Timmmm commented Sep 14, 2020

It would be cool if this crate supported some of the compile time query features that SQLx has.

@gwenn
Copy link
Collaborator

gwenn commented Sep 14, 2020

We should be able to validate query like sql!.
But due to dynamic typing, we may not be able to deduce the correct type...

@Timmmm
Copy link
Contributor Author

Timmmm commented Sep 14, 2020

Syntax checking would be a great start. I would love it if Rusqlite could also deduce the correct type from the schema too (SQLite's "it's a feature" is a feeble excuse at best, downright idiotic at worst). But I'll settle for compile time syntax checking!

@thomcc
Copy link
Member

thomcc commented Oct 4, 2020

https://github.com/gwenn/lemon-rs/ contains a SQLite parser.
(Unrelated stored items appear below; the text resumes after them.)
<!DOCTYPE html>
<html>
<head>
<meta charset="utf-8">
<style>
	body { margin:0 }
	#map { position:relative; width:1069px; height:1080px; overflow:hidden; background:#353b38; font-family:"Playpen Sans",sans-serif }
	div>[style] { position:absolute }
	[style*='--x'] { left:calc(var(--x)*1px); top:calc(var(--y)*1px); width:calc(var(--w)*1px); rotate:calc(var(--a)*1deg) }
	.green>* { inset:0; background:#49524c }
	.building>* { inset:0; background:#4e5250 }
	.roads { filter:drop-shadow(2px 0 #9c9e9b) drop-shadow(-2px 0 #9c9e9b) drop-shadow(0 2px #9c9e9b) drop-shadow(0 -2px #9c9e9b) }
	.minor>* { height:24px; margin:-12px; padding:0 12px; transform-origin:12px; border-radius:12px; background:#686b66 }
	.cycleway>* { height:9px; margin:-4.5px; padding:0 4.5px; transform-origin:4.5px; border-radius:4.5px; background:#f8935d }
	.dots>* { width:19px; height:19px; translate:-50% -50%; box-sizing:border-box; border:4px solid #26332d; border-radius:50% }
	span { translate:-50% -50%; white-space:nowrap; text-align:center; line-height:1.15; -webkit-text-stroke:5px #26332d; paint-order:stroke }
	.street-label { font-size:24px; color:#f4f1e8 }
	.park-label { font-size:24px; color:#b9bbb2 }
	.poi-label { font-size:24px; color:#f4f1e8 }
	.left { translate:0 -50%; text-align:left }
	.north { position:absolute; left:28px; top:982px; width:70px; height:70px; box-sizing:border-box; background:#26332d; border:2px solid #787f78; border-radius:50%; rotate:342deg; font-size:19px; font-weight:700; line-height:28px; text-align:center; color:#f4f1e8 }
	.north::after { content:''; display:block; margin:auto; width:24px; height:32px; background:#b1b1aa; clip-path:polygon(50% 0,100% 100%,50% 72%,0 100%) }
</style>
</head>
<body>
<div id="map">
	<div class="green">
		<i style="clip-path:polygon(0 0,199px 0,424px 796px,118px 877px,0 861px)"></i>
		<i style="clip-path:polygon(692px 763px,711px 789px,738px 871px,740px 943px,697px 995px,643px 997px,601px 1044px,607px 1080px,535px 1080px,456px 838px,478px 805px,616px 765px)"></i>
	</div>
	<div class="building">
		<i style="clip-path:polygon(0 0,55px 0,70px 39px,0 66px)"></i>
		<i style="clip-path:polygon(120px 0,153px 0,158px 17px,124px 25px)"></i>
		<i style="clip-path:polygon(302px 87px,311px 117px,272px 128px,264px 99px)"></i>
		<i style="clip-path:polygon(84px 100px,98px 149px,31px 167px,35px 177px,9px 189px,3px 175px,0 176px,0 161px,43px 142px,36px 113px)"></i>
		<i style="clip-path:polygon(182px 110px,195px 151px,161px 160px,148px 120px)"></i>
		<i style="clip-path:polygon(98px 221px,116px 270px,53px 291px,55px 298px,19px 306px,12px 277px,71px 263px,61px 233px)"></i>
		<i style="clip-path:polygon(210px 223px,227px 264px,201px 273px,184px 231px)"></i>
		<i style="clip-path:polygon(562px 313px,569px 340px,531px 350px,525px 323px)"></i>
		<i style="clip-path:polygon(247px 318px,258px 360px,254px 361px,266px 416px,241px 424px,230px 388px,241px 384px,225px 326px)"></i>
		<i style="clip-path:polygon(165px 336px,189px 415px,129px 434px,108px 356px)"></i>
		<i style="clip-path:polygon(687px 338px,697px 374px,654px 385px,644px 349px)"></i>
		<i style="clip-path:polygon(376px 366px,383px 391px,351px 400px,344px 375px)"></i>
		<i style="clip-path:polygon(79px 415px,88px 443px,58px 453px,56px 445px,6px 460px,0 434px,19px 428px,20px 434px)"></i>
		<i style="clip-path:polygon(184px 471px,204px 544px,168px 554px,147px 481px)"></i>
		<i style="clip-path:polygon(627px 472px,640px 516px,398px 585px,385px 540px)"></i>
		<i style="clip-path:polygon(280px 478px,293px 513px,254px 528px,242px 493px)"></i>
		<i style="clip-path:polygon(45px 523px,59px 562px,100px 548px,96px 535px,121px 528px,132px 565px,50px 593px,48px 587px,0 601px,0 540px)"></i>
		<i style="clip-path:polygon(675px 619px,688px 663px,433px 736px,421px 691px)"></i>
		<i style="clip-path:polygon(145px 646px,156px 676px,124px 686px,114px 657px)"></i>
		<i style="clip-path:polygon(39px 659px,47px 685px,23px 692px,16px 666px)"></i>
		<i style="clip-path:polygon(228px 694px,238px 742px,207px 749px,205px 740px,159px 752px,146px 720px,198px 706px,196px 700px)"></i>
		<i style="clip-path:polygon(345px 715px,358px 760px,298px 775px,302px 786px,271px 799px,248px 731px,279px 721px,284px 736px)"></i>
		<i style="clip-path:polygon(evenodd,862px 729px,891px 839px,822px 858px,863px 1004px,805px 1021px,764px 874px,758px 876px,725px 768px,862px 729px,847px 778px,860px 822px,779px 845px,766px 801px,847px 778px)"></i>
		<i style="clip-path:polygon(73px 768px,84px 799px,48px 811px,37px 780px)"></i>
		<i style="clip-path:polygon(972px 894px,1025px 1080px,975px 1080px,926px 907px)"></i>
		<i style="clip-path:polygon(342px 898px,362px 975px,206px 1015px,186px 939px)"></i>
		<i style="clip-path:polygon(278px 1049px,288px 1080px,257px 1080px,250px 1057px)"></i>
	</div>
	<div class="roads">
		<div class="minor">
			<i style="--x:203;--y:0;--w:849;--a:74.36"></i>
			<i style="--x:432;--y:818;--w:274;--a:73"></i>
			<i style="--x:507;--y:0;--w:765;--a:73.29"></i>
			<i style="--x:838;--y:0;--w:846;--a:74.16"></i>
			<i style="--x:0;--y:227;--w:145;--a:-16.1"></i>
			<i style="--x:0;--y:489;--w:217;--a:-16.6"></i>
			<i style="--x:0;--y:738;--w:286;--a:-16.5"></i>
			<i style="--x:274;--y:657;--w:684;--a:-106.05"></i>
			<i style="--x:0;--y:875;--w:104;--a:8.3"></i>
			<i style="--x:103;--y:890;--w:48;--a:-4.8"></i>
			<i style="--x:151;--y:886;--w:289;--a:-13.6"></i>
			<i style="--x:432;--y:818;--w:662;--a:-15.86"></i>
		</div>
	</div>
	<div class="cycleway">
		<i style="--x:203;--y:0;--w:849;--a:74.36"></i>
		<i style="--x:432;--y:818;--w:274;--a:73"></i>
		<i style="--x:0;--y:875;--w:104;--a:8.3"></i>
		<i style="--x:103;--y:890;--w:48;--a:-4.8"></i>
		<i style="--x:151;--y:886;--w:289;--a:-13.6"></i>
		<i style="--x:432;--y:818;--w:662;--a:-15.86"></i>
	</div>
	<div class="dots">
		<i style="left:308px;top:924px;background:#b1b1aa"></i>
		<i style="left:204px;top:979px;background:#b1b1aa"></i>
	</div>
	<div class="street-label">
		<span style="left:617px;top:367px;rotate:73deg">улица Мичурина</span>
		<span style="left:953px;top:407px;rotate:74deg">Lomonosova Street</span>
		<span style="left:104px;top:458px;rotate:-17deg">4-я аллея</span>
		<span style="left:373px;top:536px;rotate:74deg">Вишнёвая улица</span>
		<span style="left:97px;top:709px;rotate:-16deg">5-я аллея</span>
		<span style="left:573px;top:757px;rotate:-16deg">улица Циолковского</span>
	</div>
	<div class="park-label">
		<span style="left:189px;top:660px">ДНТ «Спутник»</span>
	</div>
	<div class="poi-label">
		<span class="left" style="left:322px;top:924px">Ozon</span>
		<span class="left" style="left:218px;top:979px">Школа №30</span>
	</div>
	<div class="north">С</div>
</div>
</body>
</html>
I don't know how up to date it is though. @gwenn any opinions on integrating it vs going some other approach?

One thing I'll note is: sqlx expects you to have some sort of "live development database", which it uses to get type information. This is kind of unidiomatic/uncommon for SQLite in my experience. I'd love us to have some smarts around schema for this sort of thing. (Edit: I've heard that sqlx might not require this anymore but I don't know).

I agree that the dynamic typing is a concern, but I think as long as we don't force checking (and instead just offer a checked API) it wouldn't be a problem.

Anyway, beyond basic syntax checking, if we could verify the correct parameter/result names/counts that would be huge.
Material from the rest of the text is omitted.